Extracted information
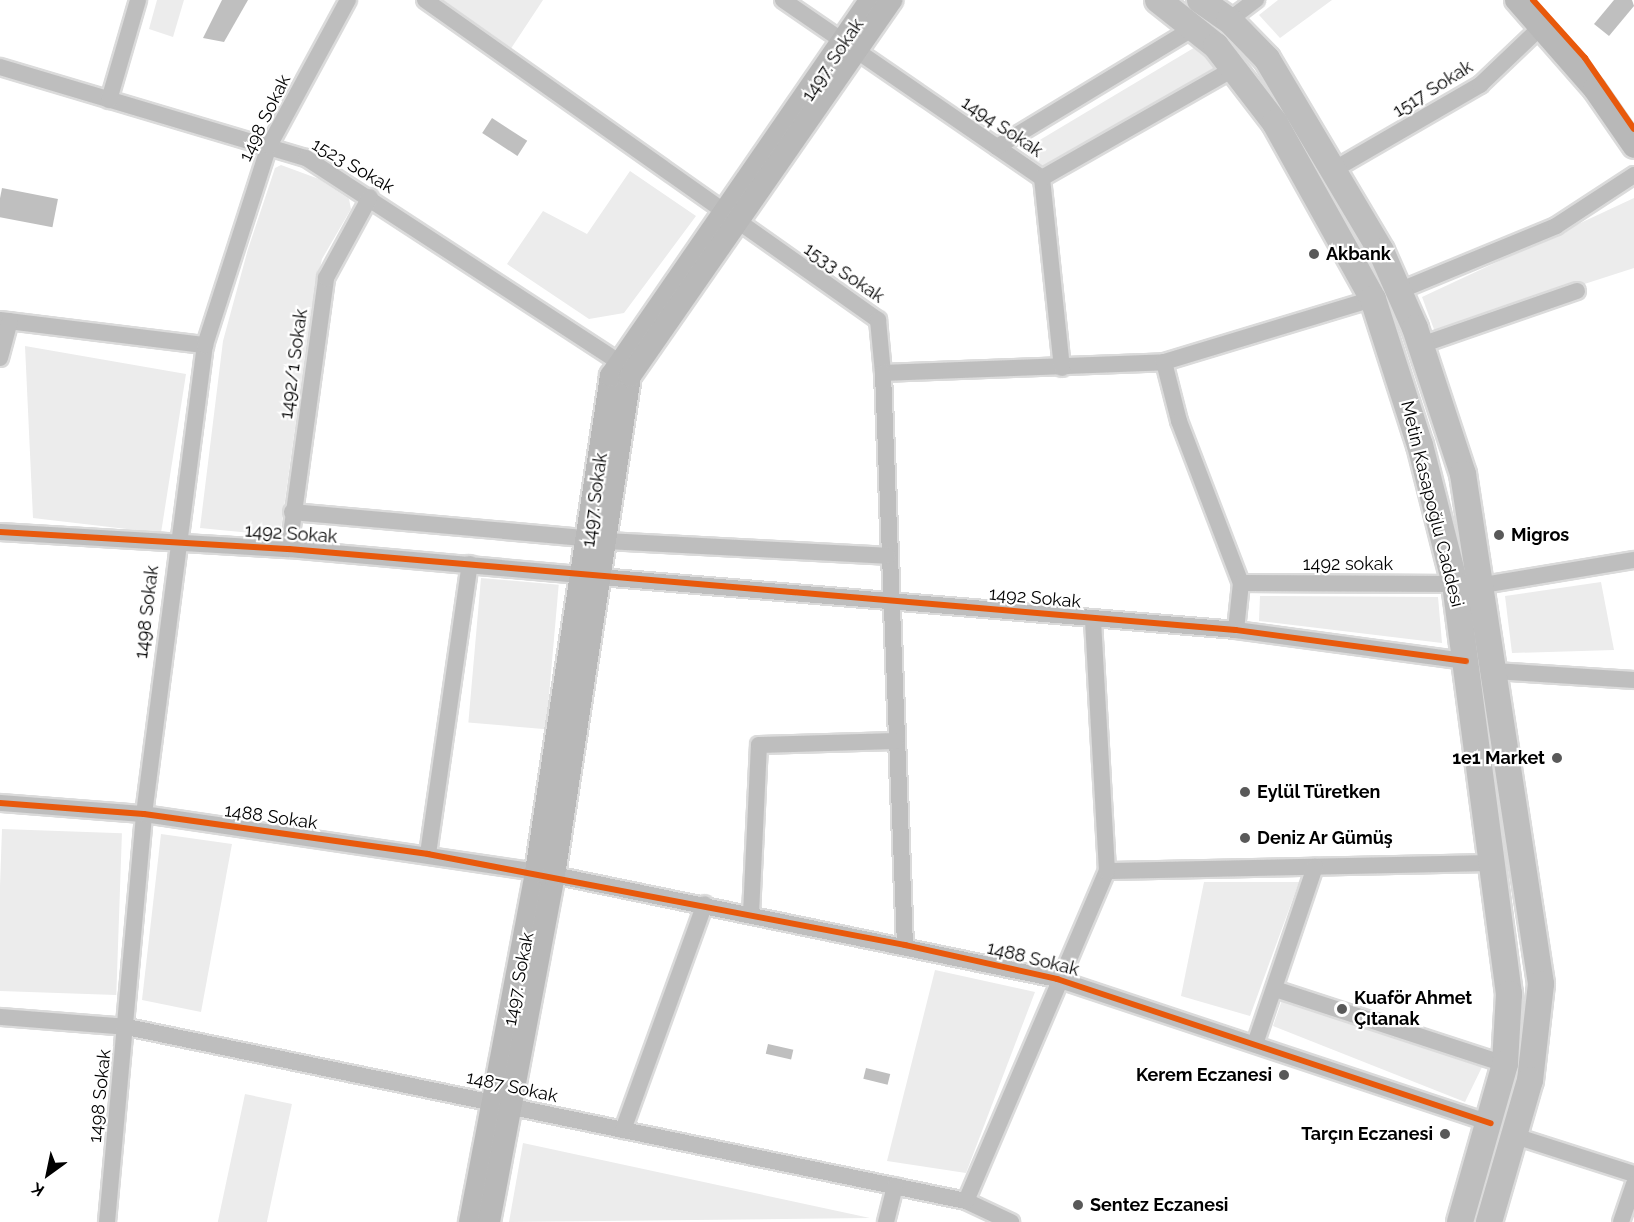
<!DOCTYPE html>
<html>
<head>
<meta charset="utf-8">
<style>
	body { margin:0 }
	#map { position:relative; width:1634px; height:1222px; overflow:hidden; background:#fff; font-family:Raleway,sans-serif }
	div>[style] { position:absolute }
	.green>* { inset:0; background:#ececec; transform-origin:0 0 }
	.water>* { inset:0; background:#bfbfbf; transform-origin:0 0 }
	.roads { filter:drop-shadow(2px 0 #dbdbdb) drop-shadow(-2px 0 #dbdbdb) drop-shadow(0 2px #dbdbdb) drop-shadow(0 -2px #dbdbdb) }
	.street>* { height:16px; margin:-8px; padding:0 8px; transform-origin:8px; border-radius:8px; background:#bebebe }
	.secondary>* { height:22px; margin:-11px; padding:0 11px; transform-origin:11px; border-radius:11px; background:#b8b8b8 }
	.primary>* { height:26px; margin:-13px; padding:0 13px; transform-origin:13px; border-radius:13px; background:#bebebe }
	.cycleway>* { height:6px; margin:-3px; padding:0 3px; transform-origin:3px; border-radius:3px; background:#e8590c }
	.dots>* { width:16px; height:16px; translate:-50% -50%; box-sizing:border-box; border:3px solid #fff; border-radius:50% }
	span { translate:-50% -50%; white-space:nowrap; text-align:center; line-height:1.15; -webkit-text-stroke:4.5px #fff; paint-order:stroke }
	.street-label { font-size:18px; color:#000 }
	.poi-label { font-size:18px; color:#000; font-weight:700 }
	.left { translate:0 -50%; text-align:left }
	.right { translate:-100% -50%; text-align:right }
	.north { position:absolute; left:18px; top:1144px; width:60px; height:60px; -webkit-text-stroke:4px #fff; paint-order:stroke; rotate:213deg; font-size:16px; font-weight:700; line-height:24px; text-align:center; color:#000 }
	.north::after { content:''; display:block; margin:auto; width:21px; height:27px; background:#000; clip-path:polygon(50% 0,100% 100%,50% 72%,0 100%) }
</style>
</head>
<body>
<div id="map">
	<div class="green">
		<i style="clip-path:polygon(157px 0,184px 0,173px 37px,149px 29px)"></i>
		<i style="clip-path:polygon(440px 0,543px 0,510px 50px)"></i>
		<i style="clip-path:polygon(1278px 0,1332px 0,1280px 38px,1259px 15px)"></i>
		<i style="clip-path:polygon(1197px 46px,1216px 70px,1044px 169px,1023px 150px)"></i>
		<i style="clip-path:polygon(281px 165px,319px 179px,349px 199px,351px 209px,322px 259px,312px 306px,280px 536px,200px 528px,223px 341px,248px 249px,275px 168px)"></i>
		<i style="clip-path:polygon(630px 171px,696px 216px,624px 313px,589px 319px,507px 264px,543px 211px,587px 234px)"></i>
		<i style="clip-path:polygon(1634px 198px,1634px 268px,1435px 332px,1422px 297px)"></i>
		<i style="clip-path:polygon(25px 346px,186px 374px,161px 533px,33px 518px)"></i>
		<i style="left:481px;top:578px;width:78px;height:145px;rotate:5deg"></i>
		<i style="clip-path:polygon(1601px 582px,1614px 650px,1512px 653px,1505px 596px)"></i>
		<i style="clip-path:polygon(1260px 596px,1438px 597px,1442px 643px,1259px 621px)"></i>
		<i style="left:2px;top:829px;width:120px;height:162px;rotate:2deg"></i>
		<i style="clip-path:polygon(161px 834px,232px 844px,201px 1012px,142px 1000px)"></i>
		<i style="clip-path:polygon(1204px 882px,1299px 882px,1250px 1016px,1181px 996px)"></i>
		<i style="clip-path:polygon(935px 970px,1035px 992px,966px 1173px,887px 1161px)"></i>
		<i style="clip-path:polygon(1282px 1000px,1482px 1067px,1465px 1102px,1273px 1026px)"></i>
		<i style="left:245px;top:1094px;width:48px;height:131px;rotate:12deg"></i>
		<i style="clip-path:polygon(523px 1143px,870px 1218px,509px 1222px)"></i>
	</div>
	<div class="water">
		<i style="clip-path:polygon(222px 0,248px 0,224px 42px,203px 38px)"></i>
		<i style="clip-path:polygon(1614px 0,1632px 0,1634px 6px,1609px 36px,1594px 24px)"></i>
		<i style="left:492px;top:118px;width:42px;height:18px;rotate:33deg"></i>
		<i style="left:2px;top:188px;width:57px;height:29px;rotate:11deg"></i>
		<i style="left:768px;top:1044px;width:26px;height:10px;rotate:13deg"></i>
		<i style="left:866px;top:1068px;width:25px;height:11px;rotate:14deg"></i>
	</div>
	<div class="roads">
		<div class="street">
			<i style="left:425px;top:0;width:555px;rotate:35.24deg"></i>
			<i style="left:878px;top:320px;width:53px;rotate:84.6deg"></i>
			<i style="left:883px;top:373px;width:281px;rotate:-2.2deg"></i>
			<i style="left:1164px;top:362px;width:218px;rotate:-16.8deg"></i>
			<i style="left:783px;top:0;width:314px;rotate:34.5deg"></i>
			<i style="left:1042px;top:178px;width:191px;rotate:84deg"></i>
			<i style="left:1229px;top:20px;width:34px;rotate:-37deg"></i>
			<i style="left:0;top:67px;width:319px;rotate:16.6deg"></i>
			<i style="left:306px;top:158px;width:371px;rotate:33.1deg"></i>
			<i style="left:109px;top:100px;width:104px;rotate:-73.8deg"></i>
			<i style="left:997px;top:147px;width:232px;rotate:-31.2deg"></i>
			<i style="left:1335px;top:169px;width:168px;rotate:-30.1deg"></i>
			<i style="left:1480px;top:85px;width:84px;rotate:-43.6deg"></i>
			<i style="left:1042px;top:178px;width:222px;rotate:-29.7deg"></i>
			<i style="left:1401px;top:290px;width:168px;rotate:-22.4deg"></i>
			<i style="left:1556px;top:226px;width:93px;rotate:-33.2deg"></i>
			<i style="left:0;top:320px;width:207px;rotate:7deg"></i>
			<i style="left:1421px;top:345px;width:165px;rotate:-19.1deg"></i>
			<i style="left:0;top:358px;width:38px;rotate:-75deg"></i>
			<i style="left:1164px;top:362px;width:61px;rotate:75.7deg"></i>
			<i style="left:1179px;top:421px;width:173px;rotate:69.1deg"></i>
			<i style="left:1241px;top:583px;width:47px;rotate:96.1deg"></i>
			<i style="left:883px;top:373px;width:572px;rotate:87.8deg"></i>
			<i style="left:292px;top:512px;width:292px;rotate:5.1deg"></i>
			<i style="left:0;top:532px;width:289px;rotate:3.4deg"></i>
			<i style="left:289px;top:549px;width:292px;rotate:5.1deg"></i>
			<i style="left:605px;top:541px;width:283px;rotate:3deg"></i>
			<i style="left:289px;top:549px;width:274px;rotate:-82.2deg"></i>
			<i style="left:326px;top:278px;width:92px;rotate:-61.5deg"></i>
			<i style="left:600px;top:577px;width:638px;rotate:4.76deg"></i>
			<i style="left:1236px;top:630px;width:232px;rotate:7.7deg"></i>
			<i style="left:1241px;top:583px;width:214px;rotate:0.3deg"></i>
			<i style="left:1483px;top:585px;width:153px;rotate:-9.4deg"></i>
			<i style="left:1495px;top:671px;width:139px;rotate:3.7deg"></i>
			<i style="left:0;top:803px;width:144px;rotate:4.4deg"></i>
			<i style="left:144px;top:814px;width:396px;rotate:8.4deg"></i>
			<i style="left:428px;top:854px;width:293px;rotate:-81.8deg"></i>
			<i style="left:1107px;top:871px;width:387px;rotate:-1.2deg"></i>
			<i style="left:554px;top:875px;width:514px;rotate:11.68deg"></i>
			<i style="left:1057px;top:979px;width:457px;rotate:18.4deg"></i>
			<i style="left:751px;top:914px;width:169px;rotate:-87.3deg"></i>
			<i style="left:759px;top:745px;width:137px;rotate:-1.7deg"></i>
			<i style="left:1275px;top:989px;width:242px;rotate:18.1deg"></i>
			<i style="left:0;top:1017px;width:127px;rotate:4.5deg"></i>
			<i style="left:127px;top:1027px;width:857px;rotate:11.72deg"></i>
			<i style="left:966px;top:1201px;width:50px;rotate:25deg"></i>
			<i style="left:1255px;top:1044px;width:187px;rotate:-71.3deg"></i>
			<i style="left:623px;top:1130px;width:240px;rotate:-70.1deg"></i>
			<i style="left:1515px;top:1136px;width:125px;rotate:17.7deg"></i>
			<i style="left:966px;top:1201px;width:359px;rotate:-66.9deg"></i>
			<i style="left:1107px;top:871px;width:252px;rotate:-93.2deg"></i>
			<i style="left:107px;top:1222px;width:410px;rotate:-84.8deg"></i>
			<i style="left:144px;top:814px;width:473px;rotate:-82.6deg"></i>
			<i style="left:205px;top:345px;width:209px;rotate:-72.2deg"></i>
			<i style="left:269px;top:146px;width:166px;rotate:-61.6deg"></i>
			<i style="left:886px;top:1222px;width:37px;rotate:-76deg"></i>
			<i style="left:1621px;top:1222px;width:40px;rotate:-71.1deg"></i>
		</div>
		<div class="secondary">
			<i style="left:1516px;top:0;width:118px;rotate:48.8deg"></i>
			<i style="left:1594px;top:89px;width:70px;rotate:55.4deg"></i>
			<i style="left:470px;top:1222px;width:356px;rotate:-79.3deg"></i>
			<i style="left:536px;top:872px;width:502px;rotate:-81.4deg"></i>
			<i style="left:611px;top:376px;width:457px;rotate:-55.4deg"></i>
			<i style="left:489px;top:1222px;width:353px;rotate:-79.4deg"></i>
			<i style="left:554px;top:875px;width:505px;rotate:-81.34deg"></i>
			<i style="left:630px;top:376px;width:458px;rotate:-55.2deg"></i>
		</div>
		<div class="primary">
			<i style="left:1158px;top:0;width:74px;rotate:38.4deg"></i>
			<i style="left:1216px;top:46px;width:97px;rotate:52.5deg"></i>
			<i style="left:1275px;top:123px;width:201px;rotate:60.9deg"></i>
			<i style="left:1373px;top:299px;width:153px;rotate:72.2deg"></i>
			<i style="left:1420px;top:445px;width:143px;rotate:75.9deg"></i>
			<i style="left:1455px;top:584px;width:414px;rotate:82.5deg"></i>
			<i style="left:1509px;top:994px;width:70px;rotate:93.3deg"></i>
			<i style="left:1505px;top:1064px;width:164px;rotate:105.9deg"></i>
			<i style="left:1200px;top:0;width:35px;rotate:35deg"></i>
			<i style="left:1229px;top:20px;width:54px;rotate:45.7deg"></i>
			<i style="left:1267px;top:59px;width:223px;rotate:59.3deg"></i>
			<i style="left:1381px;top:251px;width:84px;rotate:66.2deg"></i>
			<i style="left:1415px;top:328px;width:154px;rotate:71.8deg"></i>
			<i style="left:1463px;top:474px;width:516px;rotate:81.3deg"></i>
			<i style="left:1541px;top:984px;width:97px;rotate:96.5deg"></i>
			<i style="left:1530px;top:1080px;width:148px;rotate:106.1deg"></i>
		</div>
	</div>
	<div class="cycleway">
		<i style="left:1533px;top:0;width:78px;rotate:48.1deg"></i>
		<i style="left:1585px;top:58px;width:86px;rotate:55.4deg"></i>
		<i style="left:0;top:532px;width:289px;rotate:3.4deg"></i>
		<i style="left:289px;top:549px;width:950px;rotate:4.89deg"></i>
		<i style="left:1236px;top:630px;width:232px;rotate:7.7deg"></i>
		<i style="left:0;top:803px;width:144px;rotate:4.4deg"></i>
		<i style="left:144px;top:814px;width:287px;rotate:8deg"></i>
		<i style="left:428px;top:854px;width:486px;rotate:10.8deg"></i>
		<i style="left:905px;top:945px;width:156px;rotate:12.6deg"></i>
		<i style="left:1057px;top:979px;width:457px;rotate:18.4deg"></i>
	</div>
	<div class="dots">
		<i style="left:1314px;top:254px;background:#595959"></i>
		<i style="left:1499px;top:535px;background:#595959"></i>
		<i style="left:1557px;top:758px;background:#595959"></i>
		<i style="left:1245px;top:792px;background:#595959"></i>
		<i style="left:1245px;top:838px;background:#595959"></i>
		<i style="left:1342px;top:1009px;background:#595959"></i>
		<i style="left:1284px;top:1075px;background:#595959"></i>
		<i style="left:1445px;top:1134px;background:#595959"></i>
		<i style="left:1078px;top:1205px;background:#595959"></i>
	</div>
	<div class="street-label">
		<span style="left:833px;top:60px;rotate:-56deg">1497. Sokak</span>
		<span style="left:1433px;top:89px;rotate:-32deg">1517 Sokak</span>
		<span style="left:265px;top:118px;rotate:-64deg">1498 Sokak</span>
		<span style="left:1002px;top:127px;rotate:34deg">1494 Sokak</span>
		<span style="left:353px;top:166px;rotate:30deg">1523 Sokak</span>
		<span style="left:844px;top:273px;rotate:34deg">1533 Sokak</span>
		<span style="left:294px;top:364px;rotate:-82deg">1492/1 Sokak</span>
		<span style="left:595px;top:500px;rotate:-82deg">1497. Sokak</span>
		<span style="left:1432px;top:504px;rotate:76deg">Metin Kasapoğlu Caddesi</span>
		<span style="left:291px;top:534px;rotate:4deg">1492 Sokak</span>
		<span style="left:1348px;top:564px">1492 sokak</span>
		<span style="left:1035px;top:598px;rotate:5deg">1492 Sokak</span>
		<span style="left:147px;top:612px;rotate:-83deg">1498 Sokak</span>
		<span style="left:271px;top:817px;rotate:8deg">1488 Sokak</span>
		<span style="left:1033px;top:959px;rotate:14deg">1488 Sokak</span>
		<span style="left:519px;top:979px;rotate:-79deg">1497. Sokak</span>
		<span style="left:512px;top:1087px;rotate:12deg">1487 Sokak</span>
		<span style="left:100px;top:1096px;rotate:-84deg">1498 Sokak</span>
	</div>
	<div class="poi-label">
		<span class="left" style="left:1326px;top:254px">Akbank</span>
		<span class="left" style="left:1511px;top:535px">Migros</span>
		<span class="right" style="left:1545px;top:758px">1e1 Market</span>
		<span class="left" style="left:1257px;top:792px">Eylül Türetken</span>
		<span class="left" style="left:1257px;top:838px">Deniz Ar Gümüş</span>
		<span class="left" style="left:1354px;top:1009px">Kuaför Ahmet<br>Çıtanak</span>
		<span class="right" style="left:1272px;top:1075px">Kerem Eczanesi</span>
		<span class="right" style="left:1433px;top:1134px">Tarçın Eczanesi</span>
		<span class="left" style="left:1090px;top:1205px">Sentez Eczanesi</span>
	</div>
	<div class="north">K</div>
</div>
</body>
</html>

To do
From the listing, copy every line where the string "water" appears.

Task response
	.water>* { inset:0; background:#bfbfbf; transform-origin:0 0 }
	<div class="water">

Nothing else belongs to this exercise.